I Don’t Want to be Static
Most of the work I’ve been doing the last few years has been in Clojure. I really enjoy the language, but I always like trying to experiment with new things and challenge myself. To that end, the last few side projects (Braid bots) have been written in different languages – two bots in Rust, one in Haskell, and one in Elixir.
I wanted to try using Rust and Haskell because I’ve been using more dynamically typed languages the past few years and I wanted to gain a better appreciation of strong type systems. Haskell in particular is a language that I’ve been interested in on-and-off since high school and really wanted to finally wrap my head around.

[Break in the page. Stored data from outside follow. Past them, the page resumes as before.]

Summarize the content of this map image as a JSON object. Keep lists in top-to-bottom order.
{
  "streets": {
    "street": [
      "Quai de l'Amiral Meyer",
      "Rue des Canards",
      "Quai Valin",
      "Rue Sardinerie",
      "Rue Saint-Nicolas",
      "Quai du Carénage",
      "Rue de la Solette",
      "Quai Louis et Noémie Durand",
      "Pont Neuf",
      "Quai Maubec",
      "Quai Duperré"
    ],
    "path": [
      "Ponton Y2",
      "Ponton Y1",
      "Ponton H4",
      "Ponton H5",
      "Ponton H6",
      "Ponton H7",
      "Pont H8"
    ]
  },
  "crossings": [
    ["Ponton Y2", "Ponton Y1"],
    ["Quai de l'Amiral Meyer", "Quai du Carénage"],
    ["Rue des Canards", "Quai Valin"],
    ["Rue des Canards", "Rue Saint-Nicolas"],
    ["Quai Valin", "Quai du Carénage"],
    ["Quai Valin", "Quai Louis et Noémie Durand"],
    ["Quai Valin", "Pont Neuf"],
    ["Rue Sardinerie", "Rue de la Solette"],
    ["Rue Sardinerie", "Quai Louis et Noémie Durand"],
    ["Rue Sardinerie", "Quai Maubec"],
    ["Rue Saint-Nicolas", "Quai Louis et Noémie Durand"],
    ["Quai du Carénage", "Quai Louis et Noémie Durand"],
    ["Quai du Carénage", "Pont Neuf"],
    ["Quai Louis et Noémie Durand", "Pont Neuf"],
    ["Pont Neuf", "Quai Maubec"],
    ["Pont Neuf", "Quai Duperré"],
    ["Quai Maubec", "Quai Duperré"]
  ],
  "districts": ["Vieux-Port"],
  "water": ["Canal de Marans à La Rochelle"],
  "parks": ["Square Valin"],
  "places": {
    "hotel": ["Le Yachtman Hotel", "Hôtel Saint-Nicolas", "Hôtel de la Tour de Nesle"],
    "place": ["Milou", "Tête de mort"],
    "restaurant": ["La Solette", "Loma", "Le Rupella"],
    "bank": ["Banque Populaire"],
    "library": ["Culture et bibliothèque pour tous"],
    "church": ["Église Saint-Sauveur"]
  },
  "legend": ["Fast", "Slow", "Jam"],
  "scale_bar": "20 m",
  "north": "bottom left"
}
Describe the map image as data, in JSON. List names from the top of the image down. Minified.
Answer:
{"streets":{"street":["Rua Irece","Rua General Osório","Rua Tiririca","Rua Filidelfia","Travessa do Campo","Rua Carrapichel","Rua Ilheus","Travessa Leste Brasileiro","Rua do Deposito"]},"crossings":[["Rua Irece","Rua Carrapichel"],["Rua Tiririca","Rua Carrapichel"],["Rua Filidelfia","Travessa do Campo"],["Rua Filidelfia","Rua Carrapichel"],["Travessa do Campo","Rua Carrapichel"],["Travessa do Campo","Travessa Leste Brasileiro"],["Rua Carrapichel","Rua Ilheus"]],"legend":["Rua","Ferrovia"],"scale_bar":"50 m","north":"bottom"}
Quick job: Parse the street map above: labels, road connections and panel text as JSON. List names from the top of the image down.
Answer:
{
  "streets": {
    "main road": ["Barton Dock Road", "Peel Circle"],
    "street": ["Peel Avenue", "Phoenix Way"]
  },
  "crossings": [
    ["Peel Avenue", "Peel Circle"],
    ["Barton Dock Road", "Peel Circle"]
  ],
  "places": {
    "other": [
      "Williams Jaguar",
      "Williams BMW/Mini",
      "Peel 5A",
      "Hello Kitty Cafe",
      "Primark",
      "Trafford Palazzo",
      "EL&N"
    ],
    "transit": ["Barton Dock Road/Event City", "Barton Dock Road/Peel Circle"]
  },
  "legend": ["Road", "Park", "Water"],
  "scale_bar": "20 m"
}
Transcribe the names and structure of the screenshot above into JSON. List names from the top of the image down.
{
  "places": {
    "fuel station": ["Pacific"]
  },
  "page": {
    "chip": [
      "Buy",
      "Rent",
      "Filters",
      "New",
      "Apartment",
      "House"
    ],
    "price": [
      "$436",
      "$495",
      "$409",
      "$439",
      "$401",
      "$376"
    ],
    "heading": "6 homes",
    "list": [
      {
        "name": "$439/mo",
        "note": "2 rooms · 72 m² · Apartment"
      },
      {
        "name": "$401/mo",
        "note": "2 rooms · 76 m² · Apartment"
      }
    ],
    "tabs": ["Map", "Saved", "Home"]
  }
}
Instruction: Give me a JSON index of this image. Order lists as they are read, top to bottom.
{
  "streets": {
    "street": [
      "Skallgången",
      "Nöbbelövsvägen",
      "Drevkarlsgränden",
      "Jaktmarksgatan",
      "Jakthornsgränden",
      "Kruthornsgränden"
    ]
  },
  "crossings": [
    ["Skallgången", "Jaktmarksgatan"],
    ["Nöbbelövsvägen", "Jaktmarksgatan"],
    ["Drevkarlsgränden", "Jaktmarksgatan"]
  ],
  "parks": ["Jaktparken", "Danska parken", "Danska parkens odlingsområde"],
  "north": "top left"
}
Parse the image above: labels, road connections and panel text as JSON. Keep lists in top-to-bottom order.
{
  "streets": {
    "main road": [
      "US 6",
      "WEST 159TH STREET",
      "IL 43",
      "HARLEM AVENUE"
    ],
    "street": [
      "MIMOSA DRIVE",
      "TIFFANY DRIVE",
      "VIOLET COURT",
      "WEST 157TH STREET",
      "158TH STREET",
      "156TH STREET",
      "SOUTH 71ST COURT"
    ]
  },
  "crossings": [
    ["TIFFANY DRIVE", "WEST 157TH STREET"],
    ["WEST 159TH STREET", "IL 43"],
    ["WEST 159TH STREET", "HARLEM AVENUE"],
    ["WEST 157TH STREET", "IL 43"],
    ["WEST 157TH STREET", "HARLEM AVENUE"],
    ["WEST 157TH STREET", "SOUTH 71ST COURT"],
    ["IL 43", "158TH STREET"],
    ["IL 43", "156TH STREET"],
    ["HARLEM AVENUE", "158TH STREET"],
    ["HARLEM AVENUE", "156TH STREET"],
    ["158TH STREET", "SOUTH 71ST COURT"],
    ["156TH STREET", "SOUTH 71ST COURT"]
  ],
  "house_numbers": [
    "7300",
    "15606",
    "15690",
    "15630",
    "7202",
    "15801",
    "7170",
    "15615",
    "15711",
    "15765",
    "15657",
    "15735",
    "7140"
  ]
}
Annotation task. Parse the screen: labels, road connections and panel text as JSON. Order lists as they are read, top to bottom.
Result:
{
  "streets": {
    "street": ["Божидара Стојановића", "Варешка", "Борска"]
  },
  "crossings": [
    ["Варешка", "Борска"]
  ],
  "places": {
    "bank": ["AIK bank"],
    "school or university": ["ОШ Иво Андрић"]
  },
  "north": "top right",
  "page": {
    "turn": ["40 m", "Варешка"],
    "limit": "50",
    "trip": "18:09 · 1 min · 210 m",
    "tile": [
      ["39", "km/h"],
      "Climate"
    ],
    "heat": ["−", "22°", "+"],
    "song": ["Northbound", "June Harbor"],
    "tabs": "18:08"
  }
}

In the midst of writing the bot in Haskell, I actually managed to have a friendly and productive conversation about typing on the Internet – specifically, on Mastodon. I was feeling like I was missing something when it came to strong type systems: I had just finished reading a paper on profunctor optics and was feeling really interested in the power of type systems, but I couldn’t quite grasp what they enabled vis-à-vis writing software. In that spirit, I vented a little on Mastodon about how the strong type systems seemed more of an encumbrance than an assistance to me, especially coming from Clojure (I complained about the overwhelming syntax a bit too).
I got some good responses back and the dialogue I had with them seemed to establish that, for most people, the advantage of type systems is reducing error rates. While this is somewhat obvious, I found it disappointing. In my experience, the challenging part of making software is growing & adapting it to changing circumstances – while errors happen, they are generally straightforward enough to deal with and not really my primary concern day-to-day. Those errors that do become things that I’m concerned with are very rarely the type of bugs that type systems would catch anyway, tending to be more along the line of performance problems and network issues. With all the additionally complexity of strong type systems and the additional hoops they require one to jump through, I was hoping that there was some way it allowed greater adaptability, rather than less.
I suppose a lot of why one would choose a stronger/more static versus a “weaker”/more dynamic type system has a lot to do with the sort of work one is doing. If the things I was working on had a much more locked-down & well-understood problem domain and my primary concerns were slow, incremental change, I suppose the calculus would favour a language that let me “freeze” the structure of the code more. However, most of the things I work on begin as experiments and change drastically and continually; in those domains, languages like Clojure (and maybe Elixir in the future, as I’m liking the way it works a lot) are what I’ll turn to. I feel like they allow code to evolve & stay fluid much longer and more easily.
I will be keeping my eye on the strong-typing family & continuing to experiment – my opinions on how I like to get things done has changed a lot in the past, so some day I may come to favour them – but for now, I remain decidedly in the camp of dynamic languages.